WORK REQUEST: Could you copy out every line of the data where the word "Ballwin" occurs?

MATERIAL FOR THIS EXERCISE:
=== Section Start ===

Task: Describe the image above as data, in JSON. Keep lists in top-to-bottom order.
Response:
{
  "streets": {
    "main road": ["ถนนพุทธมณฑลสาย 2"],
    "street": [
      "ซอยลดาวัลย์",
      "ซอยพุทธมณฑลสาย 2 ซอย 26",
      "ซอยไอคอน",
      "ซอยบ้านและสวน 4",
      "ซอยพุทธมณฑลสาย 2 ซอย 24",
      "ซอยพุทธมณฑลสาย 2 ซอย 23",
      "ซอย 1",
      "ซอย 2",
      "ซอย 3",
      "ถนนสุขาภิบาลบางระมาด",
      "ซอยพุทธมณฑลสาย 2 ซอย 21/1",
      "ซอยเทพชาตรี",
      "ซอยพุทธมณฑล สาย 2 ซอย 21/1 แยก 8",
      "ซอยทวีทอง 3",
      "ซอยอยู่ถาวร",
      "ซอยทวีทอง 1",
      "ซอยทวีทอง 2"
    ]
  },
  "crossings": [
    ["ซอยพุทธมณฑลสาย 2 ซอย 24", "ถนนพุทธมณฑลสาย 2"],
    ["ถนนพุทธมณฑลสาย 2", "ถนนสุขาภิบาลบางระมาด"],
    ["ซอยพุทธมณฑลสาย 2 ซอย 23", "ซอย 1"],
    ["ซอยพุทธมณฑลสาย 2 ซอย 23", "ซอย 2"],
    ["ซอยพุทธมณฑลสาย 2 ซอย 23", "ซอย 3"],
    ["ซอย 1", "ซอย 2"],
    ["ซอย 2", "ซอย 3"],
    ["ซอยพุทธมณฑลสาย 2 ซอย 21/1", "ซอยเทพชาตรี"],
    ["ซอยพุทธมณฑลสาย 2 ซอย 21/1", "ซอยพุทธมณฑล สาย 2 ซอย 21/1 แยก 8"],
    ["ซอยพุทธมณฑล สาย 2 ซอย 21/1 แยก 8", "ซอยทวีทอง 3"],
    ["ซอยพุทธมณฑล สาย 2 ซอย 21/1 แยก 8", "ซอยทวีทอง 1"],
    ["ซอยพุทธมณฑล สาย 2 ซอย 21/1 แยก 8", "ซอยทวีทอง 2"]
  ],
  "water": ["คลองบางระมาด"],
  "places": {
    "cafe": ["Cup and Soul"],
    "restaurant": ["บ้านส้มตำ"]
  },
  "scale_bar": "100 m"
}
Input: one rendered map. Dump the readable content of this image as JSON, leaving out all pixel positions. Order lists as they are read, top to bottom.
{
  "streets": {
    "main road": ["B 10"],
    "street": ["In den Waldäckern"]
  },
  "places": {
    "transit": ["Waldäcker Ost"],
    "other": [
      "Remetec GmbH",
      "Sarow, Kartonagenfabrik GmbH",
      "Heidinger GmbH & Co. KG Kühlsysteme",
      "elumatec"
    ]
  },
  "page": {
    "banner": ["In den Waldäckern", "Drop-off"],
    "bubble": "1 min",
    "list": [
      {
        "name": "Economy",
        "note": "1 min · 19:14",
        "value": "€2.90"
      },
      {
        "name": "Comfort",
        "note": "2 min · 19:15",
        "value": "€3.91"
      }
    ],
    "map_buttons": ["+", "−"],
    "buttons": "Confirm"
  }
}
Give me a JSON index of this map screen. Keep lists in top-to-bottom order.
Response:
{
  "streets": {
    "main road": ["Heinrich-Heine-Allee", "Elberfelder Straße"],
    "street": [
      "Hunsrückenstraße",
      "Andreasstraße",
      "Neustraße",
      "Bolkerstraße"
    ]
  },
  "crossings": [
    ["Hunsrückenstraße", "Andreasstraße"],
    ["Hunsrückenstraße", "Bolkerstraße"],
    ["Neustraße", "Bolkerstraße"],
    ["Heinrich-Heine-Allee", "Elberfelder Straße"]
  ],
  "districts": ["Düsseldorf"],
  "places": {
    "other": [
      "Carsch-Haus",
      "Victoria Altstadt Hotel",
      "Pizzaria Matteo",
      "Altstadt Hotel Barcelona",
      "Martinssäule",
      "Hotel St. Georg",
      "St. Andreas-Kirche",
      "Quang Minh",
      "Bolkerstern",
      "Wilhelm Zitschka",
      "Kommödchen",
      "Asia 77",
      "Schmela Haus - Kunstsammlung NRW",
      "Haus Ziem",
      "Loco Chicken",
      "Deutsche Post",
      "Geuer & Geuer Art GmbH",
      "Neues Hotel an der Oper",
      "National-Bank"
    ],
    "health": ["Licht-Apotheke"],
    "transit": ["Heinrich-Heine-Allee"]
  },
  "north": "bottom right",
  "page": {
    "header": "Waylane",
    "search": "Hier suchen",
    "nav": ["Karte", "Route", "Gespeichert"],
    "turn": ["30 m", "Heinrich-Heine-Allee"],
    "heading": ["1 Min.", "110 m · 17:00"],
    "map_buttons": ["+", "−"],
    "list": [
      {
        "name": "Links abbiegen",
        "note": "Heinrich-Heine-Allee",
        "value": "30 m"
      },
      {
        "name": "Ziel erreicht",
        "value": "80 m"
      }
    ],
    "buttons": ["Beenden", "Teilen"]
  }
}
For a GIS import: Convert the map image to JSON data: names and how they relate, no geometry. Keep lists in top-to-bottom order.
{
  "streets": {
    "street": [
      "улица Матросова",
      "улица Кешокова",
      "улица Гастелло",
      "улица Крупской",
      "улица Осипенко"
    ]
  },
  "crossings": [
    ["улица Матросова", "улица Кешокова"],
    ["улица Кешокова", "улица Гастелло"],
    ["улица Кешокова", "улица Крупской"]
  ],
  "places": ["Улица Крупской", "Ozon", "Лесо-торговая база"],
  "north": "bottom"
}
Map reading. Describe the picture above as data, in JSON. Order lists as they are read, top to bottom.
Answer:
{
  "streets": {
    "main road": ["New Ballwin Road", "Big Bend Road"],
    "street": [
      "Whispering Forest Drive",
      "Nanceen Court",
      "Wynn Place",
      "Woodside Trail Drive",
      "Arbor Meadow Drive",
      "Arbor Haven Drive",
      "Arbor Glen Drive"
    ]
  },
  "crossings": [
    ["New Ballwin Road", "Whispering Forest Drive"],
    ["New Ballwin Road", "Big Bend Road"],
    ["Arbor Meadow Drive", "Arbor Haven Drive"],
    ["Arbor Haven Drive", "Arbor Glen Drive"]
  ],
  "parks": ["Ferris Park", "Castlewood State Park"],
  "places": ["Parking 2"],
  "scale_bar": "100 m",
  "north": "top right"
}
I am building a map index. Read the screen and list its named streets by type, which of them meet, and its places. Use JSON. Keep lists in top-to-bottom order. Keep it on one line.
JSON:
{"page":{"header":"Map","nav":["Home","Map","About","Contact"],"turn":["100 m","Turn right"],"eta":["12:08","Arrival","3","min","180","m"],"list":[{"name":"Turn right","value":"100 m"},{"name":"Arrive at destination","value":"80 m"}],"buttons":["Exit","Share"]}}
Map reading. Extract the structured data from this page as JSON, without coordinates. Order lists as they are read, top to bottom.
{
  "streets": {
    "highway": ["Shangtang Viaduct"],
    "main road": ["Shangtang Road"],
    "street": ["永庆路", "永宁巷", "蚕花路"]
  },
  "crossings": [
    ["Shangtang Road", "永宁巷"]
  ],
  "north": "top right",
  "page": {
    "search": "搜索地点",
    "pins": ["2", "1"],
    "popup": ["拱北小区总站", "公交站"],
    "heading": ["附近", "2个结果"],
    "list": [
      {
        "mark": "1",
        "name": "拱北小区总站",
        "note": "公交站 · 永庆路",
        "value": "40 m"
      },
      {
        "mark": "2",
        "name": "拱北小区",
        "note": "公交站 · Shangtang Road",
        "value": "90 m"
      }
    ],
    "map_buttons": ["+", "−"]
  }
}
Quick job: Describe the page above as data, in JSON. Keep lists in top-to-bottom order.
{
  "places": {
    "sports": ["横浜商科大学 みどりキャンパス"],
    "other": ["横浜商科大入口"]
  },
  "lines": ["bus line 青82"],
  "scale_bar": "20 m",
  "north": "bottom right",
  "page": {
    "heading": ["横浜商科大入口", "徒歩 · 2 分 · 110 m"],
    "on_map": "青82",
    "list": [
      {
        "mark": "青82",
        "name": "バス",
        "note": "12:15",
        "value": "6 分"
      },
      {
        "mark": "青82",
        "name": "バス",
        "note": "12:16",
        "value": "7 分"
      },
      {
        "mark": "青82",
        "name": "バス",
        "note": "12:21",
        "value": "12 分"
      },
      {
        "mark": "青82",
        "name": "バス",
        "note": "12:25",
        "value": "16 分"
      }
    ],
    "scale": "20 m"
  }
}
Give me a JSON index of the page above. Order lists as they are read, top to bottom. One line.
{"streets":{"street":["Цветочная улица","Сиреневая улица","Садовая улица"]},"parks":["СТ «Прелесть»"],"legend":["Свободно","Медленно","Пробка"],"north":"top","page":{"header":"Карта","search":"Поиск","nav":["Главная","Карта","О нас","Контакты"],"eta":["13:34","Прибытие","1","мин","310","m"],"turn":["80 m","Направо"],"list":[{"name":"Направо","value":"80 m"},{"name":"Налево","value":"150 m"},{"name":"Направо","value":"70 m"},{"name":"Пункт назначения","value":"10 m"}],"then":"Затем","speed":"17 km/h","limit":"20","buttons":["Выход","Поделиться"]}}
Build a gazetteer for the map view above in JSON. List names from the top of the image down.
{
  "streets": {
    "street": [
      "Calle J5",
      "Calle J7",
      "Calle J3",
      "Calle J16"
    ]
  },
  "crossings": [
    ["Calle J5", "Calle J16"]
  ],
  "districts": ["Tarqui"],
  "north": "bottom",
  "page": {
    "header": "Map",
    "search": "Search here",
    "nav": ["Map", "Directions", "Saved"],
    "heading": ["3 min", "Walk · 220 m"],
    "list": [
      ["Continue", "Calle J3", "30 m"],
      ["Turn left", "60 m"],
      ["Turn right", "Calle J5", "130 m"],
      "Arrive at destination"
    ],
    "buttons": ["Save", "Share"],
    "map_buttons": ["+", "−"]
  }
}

=== Section End ===

REPLY TO THE EXERCISE:
    "main road": ["New Ballwin Road", "Big Bend Road"],
    ["New Ballwin Road", "Whispering Forest Drive"],
    ["New Ballwin Road", "Big Bend Road"],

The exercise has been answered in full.